Task to carry out:
Using the data below, reproduce exactly the lines from the line with "Input: one rendered" to the line with "For a GIS import: Read", both included; pictures must be dropped.

Information given:
◆ ◆ ◆ ◆ ◆ ◆ ◆

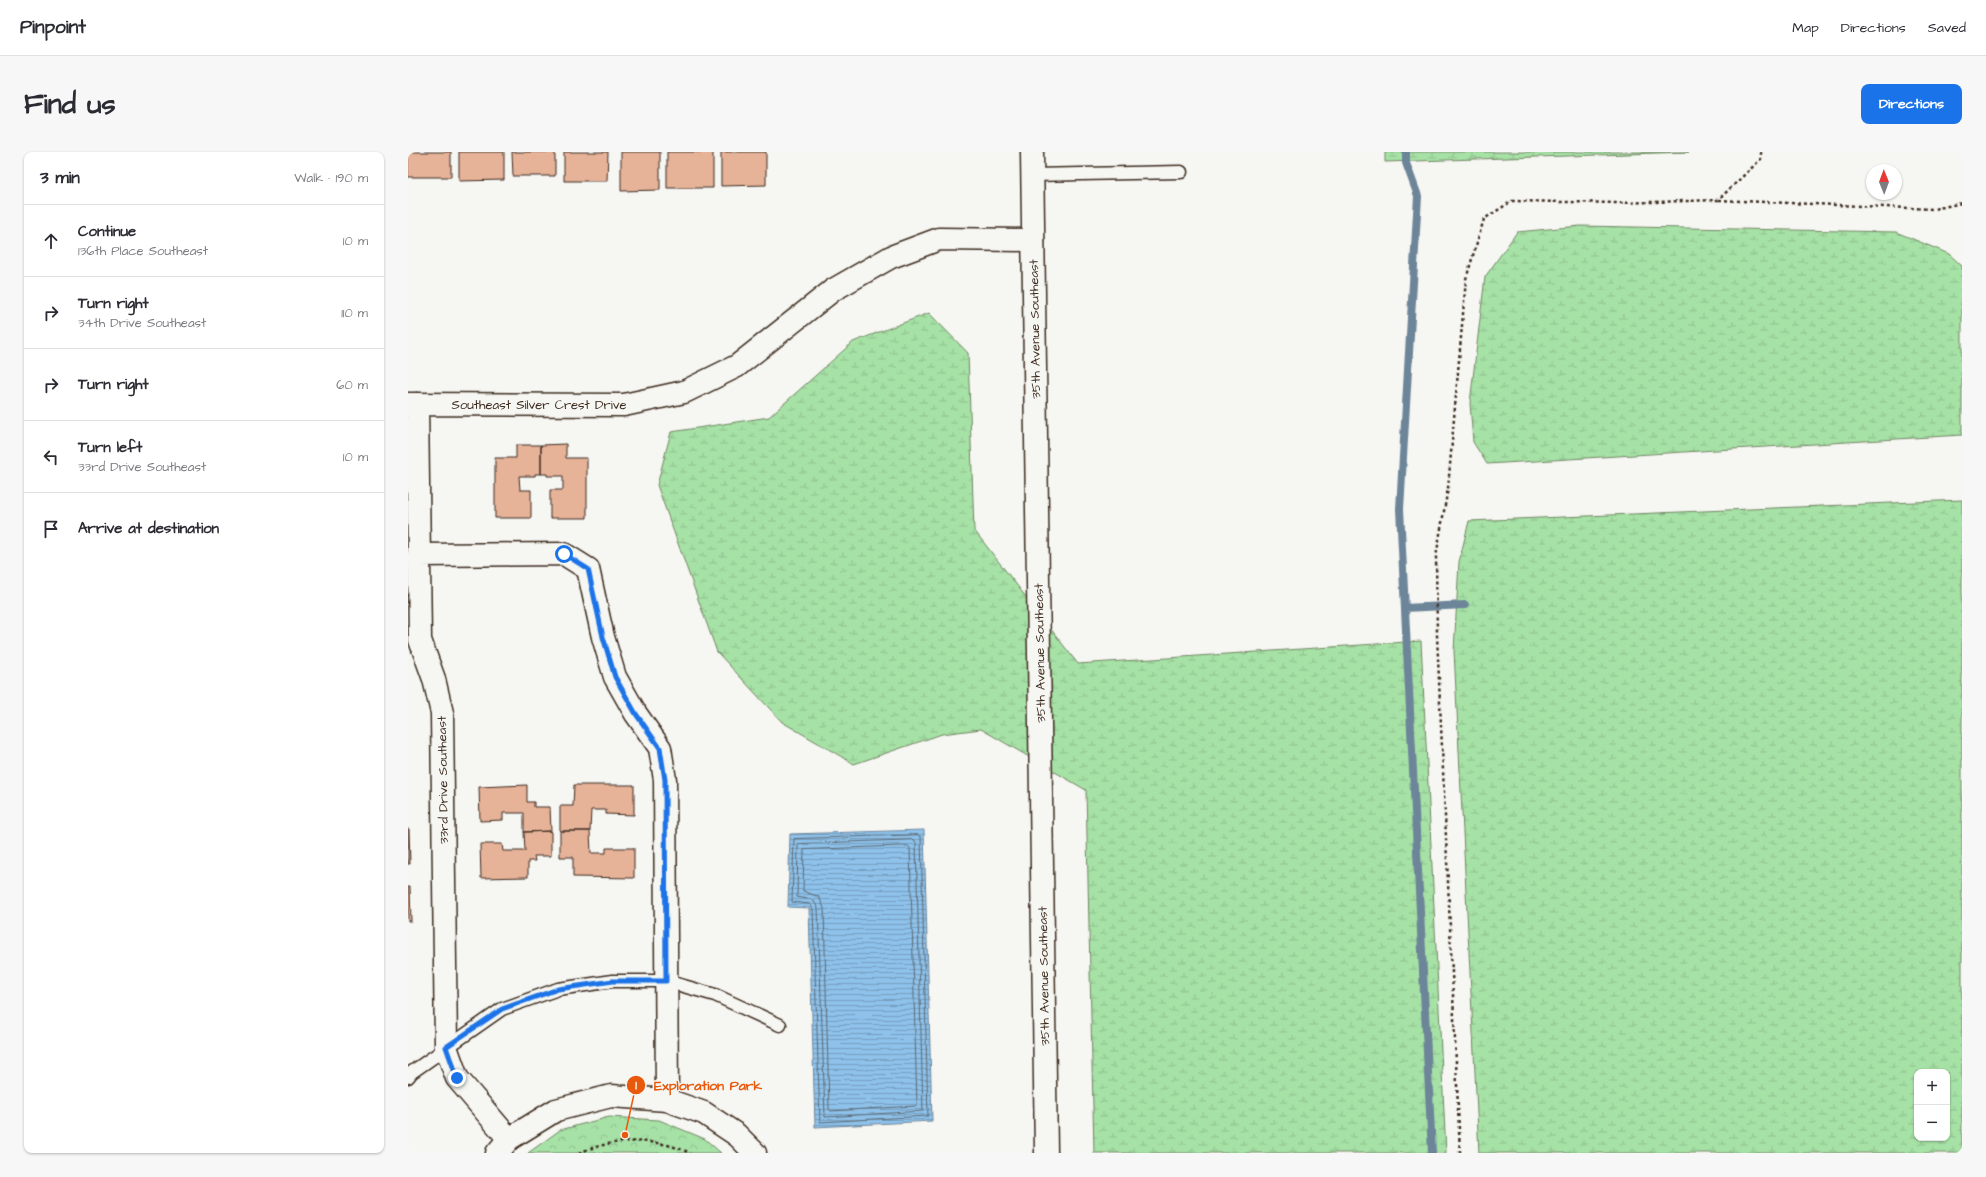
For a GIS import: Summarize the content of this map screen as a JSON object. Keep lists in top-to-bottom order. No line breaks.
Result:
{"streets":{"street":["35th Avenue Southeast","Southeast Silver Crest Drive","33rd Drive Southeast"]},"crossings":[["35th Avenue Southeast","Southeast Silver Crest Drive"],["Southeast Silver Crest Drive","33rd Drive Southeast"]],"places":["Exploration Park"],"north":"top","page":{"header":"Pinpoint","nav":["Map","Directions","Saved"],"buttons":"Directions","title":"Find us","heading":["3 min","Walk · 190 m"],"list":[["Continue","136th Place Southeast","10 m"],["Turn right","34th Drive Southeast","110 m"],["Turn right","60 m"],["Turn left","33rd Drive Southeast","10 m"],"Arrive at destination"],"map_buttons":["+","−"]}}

◆ ◆ ◆ ◆ ◆ ◆ ◆

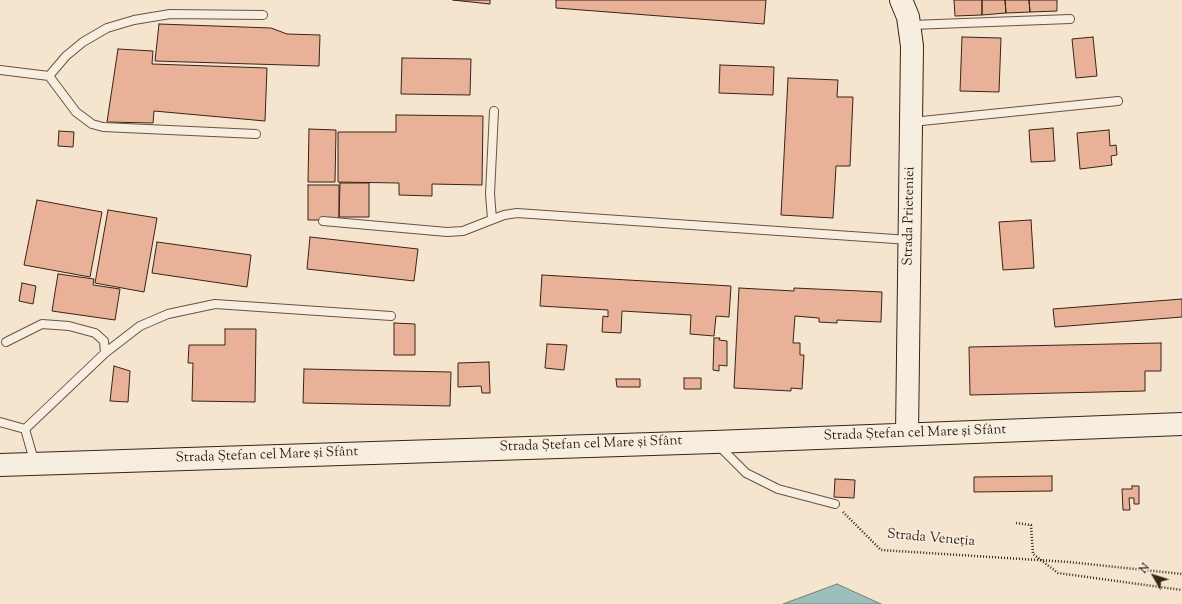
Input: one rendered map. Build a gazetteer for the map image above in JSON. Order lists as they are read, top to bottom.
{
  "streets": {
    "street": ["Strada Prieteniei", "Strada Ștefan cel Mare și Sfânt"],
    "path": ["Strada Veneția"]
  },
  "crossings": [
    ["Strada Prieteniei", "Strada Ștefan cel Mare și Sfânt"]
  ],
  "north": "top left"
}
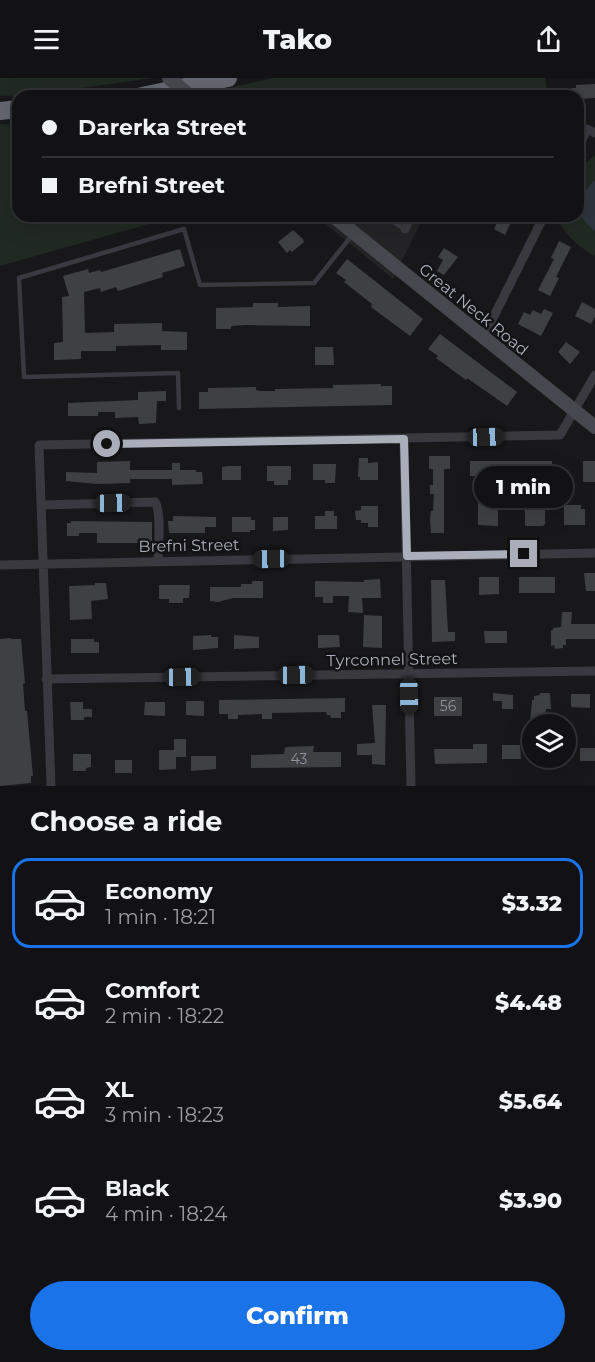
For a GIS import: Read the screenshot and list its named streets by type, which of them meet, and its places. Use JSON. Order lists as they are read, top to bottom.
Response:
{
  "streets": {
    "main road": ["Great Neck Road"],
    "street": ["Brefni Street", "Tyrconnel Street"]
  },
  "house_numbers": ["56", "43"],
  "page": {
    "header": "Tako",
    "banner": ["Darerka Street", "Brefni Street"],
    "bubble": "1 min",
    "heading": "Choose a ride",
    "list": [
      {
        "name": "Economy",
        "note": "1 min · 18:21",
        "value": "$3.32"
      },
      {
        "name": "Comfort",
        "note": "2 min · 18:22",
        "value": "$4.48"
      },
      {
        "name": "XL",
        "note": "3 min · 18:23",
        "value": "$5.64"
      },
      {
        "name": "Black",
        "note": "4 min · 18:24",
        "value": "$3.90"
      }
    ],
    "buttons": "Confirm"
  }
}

◆ ◆ ◆ ◆ ◆ ◆ ◆

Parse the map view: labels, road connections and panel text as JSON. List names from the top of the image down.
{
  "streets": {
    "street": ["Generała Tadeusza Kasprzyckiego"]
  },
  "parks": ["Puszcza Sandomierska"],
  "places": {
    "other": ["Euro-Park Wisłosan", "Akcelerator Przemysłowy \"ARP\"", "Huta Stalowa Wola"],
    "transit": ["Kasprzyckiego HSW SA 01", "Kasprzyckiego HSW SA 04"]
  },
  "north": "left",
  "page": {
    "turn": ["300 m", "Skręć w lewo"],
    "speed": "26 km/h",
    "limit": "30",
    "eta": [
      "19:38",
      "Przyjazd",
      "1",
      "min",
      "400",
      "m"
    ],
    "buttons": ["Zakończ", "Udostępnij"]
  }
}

◆ ◆ ◆ ◆ ◆ ◆ ◆

Finished task:
Input: one rendered map. Build a gazetteer for the map image above in JSON. Order lists as they are read, top to bottom.
{
  "streets": {
    "street": ["Strada Prieteniei", "Strada Ștefan cel Mare și Sfânt"],
    "path": ["Strada Veneția"]
  },
  "crossings": [
    ["Strada Prieteniei", "Strada Ștefan cel Mare și Sfânt"]
  ],
  "north": "top left"
}
For a GIS import: Read the screenshot and list its named streets by type, which of them meet, and its places. Use JSON. Order lists as they are read, top to bottom.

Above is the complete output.